I certainly appreciate the comments that were made about the need to write the laws in parliament and to see our judiciary back them and enforce them rather than write them. We need to address these issues because of the tremendous, traumatic experience it is for those who are allowed to slip through the cracks.
I thank my hon. colleagues for their presentations and their willingness to stand up and speak to these things.
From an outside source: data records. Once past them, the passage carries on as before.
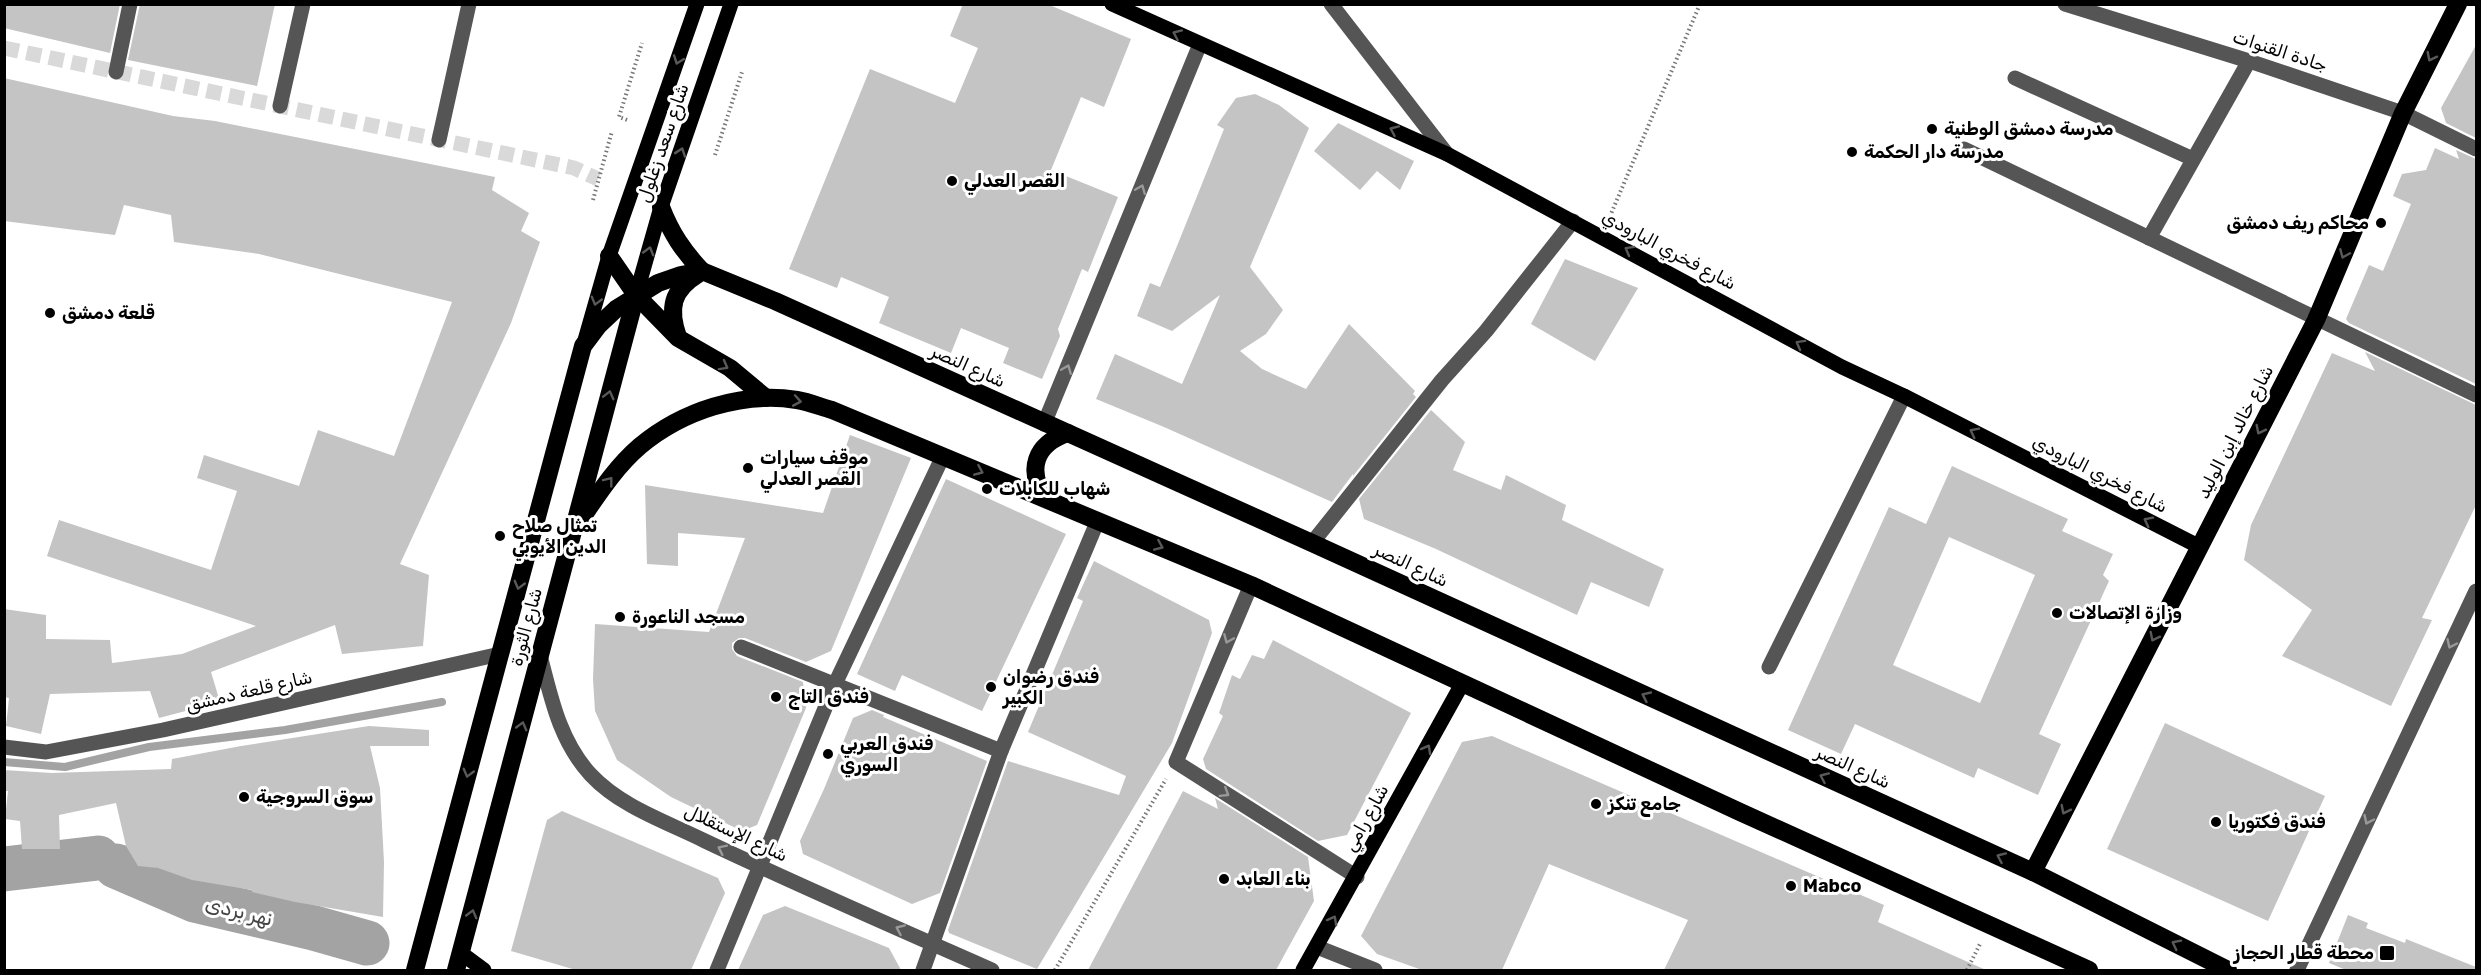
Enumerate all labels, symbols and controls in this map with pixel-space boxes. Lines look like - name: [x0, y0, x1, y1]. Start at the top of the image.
- street label: جادة القنوات: [2230, 25, 2330, 77]
- one-way arrow: [1173, 29, 1184, 41]
- one-way arrow: [2427, 50, 2439, 61]
- one-way arrow: [672, 54, 685, 65]
- street label: شارع سعد زغلول: [632, 81, 695, 206]
- place label: مدرسة دمشق الوطنية: [1944, 118, 2113, 140]
- marker: مدرسة دمشق الوطنية: [1925, 122, 1939, 136]
- one-way arrow: [1389, 126, 1400, 138]
- place label: مدرسة دار الحكمة: [1864, 141, 2004, 163]
- marker: مدرسة دار الحكمة: [1845, 145, 1859, 159]
- one-way arrow: [673, 147, 686, 158]
- place label: القصر العدلي: [964, 170, 1065, 195]
- marker: القصر العدلي: [945, 174, 959, 188]
- one-way arrow: [1134, 184, 1146, 195]
- street label: شارع فخري البارودي: [1598, 205, 1740, 296]
- place label: محاكم ريف دمشق: [2226, 212, 2369, 235]
- marker: محاكم ريف دمشق: [2374, 216, 2388, 230]
- one-way arrow: [642, 246, 654, 257]
- one-way arrow: [1625, 246, 1635, 257]
- one-way arrow: [2339, 248, 2351, 259]
- one-way arrow: [591, 296, 604, 306]
- place label: قلعة دمشق: [62, 302, 155, 324]
- marker: قلعة دمشق: [43, 306, 57, 320]
- street label: شارع النصر: [926, 339, 1009, 393]
- one-way arrow: [1796, 340, 1806, 351]
- one-way arrow: [718, 359, 728, 370]
- street label: شارع خالد إبن الوليد: [2192, 361, 2279, 503]
- one-way arrow: [1060, 365, 1072, 376]
- one-way arrow: [602, 390, 614, 401]
- one-way arrow: [792, 394, 802, 407]
- one-way arrow: [2256, 424, 2267, 434]
- one-way arrow: [1969, 427, 1980, 439]
- street label: شارع فخري البارودي: [2028, 430, 2171, 519]
- place label: موقف سيارات القصر العدلي: [760, 447, 869, 493]
- marker: موقف سيارات القصر العدلي: [741, 461, 755, 475]
- one-way arrow: [972, 464, 983, 476]
- one-way arrow: [601, 477, 612, 488]
- place label: شهاب للكابلات: [999, 478, 1110, 500]
- marker: شهاب للكابلات: [980, 482, 994, 496]
- place label: تمثال صلاح الدين الأيوبي: [512, 515, 607, 561]
- one-way arrow: [2143, 516, 2154, 528]
- marker: تمثال صلاح الدين الأيوبي: [493, 529, 507, 543]
- street label: شارع النصر: [1369, 538, 1452, 593]
- one-way arrow: [1152, 539, 1163, 551]
- one-way arrow: [514, 579, 526, 590]
- street label: شارع الثورة: [505, 585, 548, 669]
- place label: وزارة الإتصالات: [2069, 602, 2182, 624]
- place label: مسجد الناعورة: [632, 606, 745, 628]
- marker: وزارة الإتصالات: [2050, 606, 2064, 620]
- marker: مسجد الناعورة: [613, 610, 627, 624]
- one-way arrow: [2150, 630, 2161, 641]
- one-way arrow: [1223, 633, 1235, 644]
- one-way arrow: [2447, 637, 2459, 648]
- street label: شارع قلعة دمشق: [184, 666, 315, 717]
- place label: فندق رضوان الكبير: [1002, 666, 1099, 709]
- marker: فندق رضوان الكبير: [984, 680, 998, 694]
- place label: فندق التاج: [788, 686, 869, 710]
- marker: فندق التاج: [769, 690, 783, 704]
- one-way arrow: [1641, 692, 1652, 704]
- one-way arrow: [514, 721, 527, 731]
- place label: فندق العربي السوري: [840, 733, 933, 778]
- street label: شارع النصر: [1811, 740, 1894, 794]
- one-way arrow: [1420, 745, 1431, 755]
- marker: فندق العربي السوري: [821, 747, 835, 761]
- one-way arrow: [463, 768, 476, 778]
- one-way arrow: [1819, 772, 1830, 784]
- street label: شارع رامي: [1339, 781, 1395, 856]
- place label: سوق السروجية: [256, 786, 374, 808]
- one-way arrow: [1219, 786, 1229, 798]
- marker: سوق السروجية: [237, 790, 251, 804]
- place label: جامع تنكز: [1607, 793, 1681, 817]
- marker: جامع تنكز: [1589, 797, 1603, 811]
- street label: شارع الإستقلال: [680, 799, 791, 867]
- one-way arrow: [2061, 804, 2072, 815]
- place label: فندق فكتوريا: [2228, 811, 2326, 833]
- one-way arrow: [2363, 813, 2375, 824]
- marker: فندق فكتوريا: [2209, 815, 2223, 829]
- one-way arrow: [718, 844, 729, 856]
- one-way arrow: [1997, 852, 2008, 864]
- place label: بناء العابد: [1236, 868, 1311, 890]
- marker: بناء العابد: [1217, 872, 1231, 886]
- place label: Mabco: [1803, 875, 1862, 897]
- marker: Mabco: [1784, 879, 1798, 893]
- water label: نهر بردى: [203, 891, 275, 931]
- one-way arrow: [464, 909, 477, 919]
- one-way arrow: [1326, 916, 1337, 926]
- one-way arrow: [895, 925, 906, 937]
- one-way arrow: [2171, 940, 2182, 951]
- place label: محطة قطار الحجاز: [2233, 942, 2374, 964]
- marker: محطة قطار الحجاز: [2378, 944, 2396, 962]

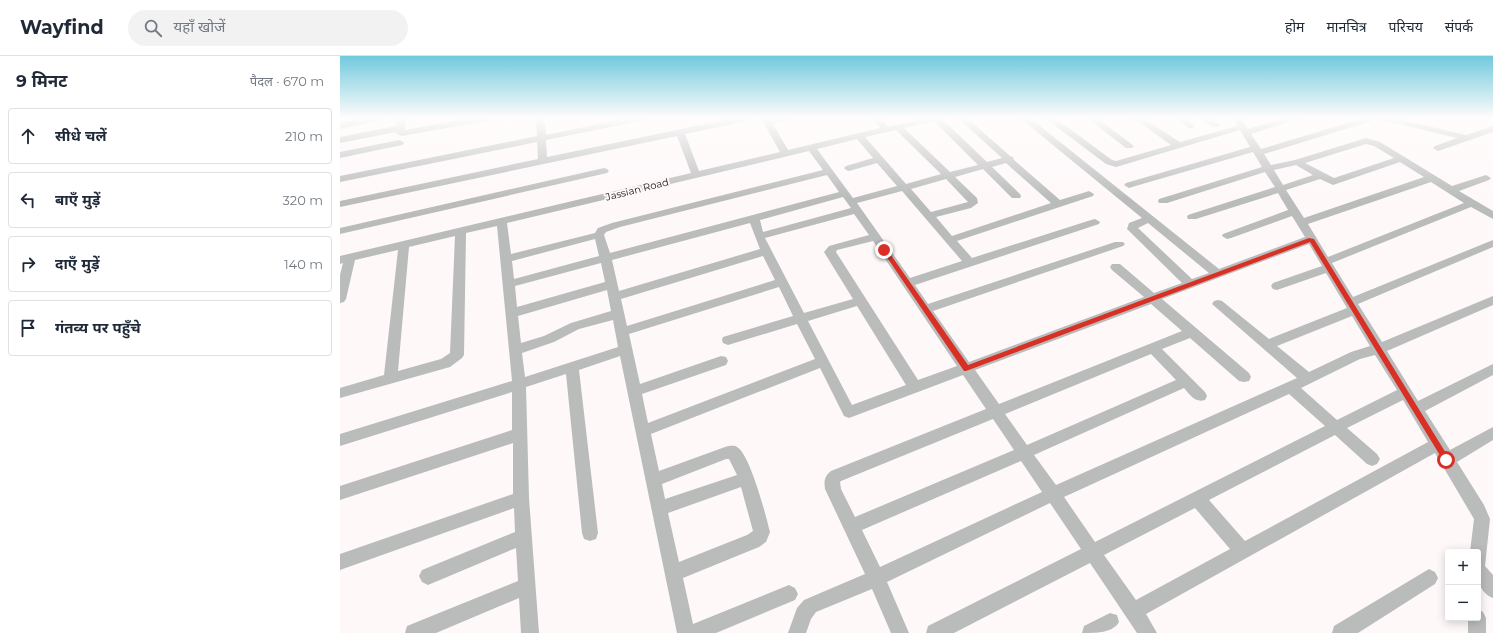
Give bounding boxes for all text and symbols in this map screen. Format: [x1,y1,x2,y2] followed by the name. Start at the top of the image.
[128,10,408,46] search box
[20,16,104,39] text: Wayfind
[142,17,164,39] icon: search
[174,17,225,36] text: यहाँ खोजें
[1285,18,1304,36] text: होम
[1326,18,1367,36] text: मानचित्र
[1389,18,1423,36] text: परिचय
[1445,18,1473,36] text: संपर्क
[16,71,67,91] text: 9 मिनट
[250,73,324,89] text: पैदल · 670 m
[17,125,39,147] icon: ahead
[55,126,107,145] text: सीधे चलें
[285,128,323,144] text: 210 m
[603,175,670,204] street label: Jassian Road
[17,189,39,211] icon: left
[55,190,100,209] text: बाएँ मुड़ें
[283,192,323,208] text: 320 m
[875,241,893,259] route end
[17,253,39,275] icon: right
[55,254,100,273] text: दाएँ मुड़ें
[284,256,323,272] text: 140 m
[17,317,39,339] icon: arrive
[55,318,141,337] text: गंतव्य पर पहुँचे
[1437,451,1455,469] route start
[1445,549,1481,621] map controls
[1445,549,1481,585] button: +
[1445,585,1481,621] button: −

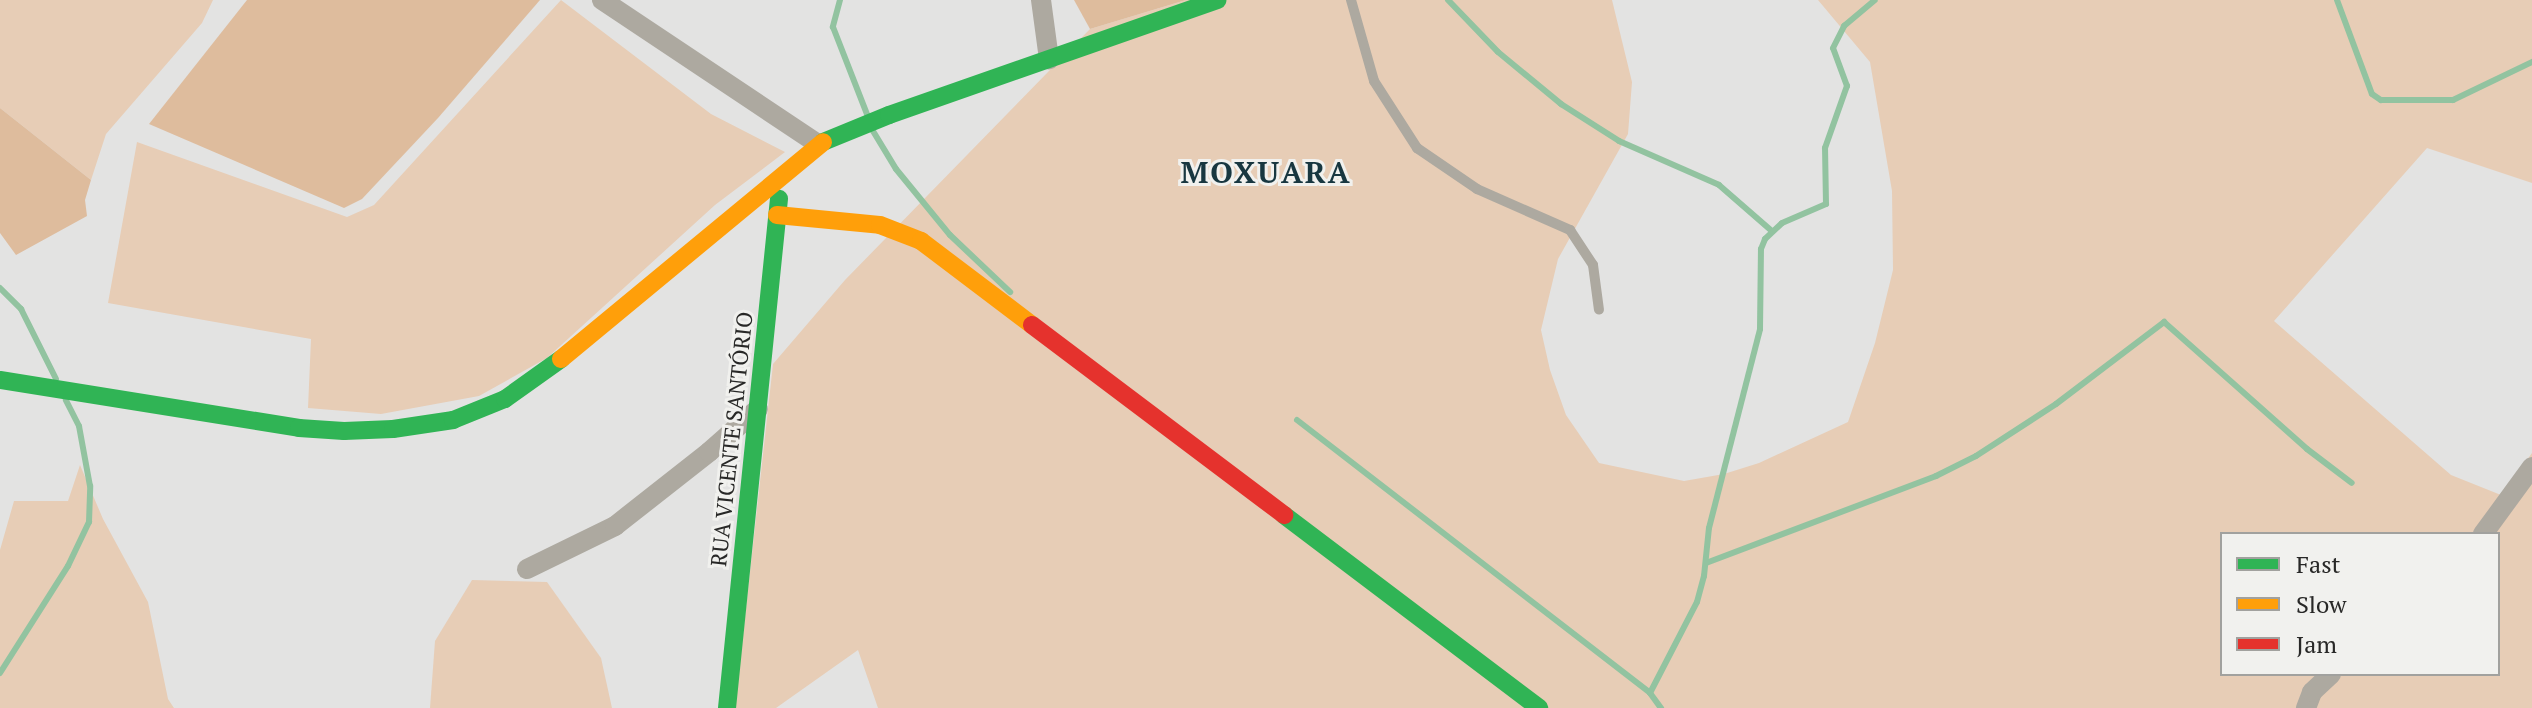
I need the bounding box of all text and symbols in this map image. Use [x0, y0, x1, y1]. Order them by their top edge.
district label: MOXUARA [1180, 154, 1352, 190]
street label: RUA VICENTE SANTÓRIO [704, 310, 758, 568]
legend [2220, 532, 2500, 676]
text: Fast [2296, 548, 2340, 580]
text: Slow [2296, 588, 2347, 620]
text: Jam [2296, 628, 2337, 660]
The bill does do some good. There is new legislation that creates the offence of luring a child by means of a computer system and it uses the same ages that the criminal code already sets out for determining the ages that make using the Internet to lure a child a crime. Accordingly, it is a crime with a maximum punishment of five years to use the Internet in these cases. The age is 18 for prostitution, child pornography, sexual assault, sexual touching or incest where the accused is in a position of trust. It is 16 for abducting an unmarried child from his or her parents and 14 for sexual interference, invitation to sexual touching and some other things.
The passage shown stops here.